GRIGNAN (Grinianum). - Il est situé sur la route départementale de Montélimar à Nyons par Valréas, à 27 kilomètres sud-est de la première de ces villes. Sa population est de 2,025 individus. C'est un chef-lieu de canton ; il y a un bureau d'enregistrement et une brigade de gendarmerie à cheval.
Placée au revers d'un coteau escarpé, au sommet duquel sont les ruines de cet antique château qu'ont rendu célèbre les noms de M.me de Sévigné et de sa fille chérie la comtesse de Grignan, cette petite ville est dans une situation pittoresque et riante ; mais les vents y sont impétueux et fréquens : ils y détruisent souvent une partie des récoltes. Aussi prétend-on que son nom latin vient de Grynée, parce qu'elle est, comme cette ville d'Éolie, sous l'influence habituelle des vents, et qu'Apollon Gryneus y eut aussi un temple.
Son territoire, généralement maigre et sablonneux, est baigné au nord par la rivière de Berre, et au midi par le Lez, sur lequel les deux départemens de la Drome et de Vaucluse viennent de faire construire un fort beau pont qui porte le nom de Sévigné. Les productions principales sont le vin et la soie. Les fruits y sont abondans et délicieux. M.me de Sévigné vante beaucoup les melons, les figues et les muscats de Grignan, et ils méritent cette distinction (1) (1) « Pour les melons, les figues et les muscats, c'est, dit-elle, une chose étrange : si nous voulions, par quelque bizarre fantaisie, trouver un mauvais melon, nous serions obligés de le faire venir de Paris ; il ne s'en trouve point ici. Les figues sont blanches et sucrées, les muscats comme des grains d'ambre que l'on peut croquer, et qui vous feraient fort bien tourner la tête, si vous en mangiez sans mesure, parce que c'est comme si l'on buvait à petits traits du plus exquis vin de Saint-Laurent. »
(Lettre de M.me de Sévigné à M. de Coulanges, du 9 septembre 1694.)
. On y trouve aussi d'excellentes truffes, qui ont des débouchés avantageux dans nos principales villes du nord, et notamment à Paris.
Il s'y tient sept foires par an et un marché le mercredi de chaque semaine.
Il y avait avant la révolution une collégiale fondée en 1512. Le doyen portait la mitre et la crosse ; il était ordinairement grand-vicaire et official de l'évêque de Die pour la partie de ce diocèse située en Provence. Le comte de Grignan nommait à tous les canonicats ; il portait lui-même le titre de chanoine, et l'on mettait toujours une aumusse à la place qu'il occupait au choeur.
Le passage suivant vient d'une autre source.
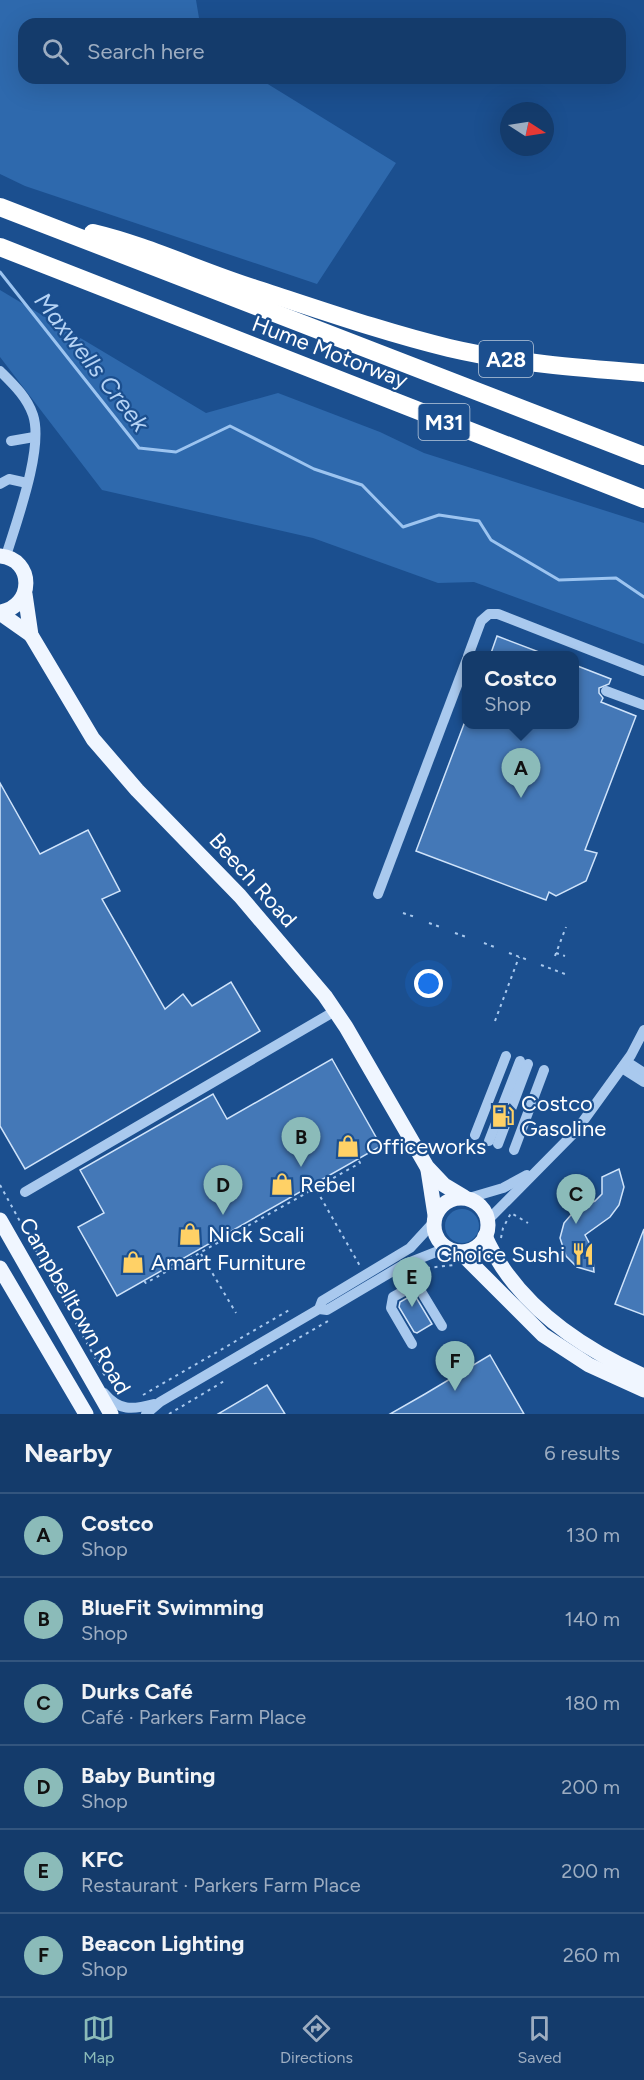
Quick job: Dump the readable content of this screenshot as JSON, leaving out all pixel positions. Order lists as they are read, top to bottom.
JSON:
{
  "streets": {
    "highway": ["Hume Motorway", "A28", "M31"],
    "main road": ["Beech Road", "Campbelltown Road"]
  },
  "crossings": [
    ["Hume Motorway", "A28"]
  ],
  "water": ["Maxwells Creek"],
  "places": {
    "fuel station": ["Costco Gasoline"],
    "shop": [
      "Officeworks",
      "Rebel",
      "Nick Scali",
      "Amart Furniture"
    ],
    "restaurant": ["Choice Sushi"]
  },
  "north": "right",
  "page": {
    "search": "Search here",
    "popup": ["Costco", "Shop"],
    "pins": [
      "A",
      "B",
      "D",
      "C",
      "E",
      "F"
    ],
    "heading": ["Nearby", "6 results"],
    "list": [
      {
        "mark": "A",
        "name": "Costco",
        "note": "Shop",
        "value": "130 m"
      },
      {
        "mark": "B",
        "name": "BlueFit Swimming",
        "note": "Shop",
        "value": "140 m"
      },
      {
        "mark": "C",
        "name": "Durks Café",
        "note": "Café · Parkers Farm Place",
        "value": "180 m"
      },
      {
        "mark": "D",
        "name": "Baby Bunting",
        "note": "Shop",
        "value": "200 m"
      },
      {
        "mark": "E",
        "name": "KFC",
        "note": "Restaurant · Parkers Farm Place",
        "value": "200 m"
      },
      {
        "mark": "F",
        "name": "Beacon Lighting",
        "note": "Shop",
        "value": "260 m"
      }
    ],
    "nav": ["Map", "Directions", "Saved"]
  }
}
Le comté de Grignan était fort ancien. C'était dans le principe une baronnie, qui fut érigée en comté en 1550, avec juridiction d'appeau. En 1164, Giraud Adhémar fit hommage de ses terres à l'empereur Frédéric Ier, et en obtint, pour le comté de Grignan, le droit de souveraineté et le privilége de faire partie des terres adjacentes, avec les villages de Montségur, Chantemerle, Salles, Colonzelle, Montdragon, Allan et Réauville, qui dépendaient de ce comté. C'est ainsi qu'il forma un bailliage particulier entièrement séparé de la Provence, comme les comtés de Sault, de Forcalquier et des Baux. Il avait donné son nom à une des branches des Adhémar de Monteil, qui le possédèrent jusque vers le milieu du XVIIIme siècle, et à l'extinction de cette famille il fut vendu à Jean-Baptiste de Félix, marquis du Muy.
Le château était un des plus remarquables, le plus beau peut-être de la Provence. Le dernier comte de Grignan avait coutume d'y réunir, dans la belle saison, une cour brillante et nombreuse. Ce château a été détruit dans les premières années de la révolution ; mais les ruines encore debout attestent son antique magnificence. Une grande et belle terrasse, d'où la vue plane au loin sur toutes les communes des environs, reste entière. L'église est au-dessous, et une borne marque l'endroit correspondant au maître-autel. La beauté de cet édifice répondait à la grandeur du château, et c'est avec raison que l'administration la considère et la fait entretenir comme église monumentale.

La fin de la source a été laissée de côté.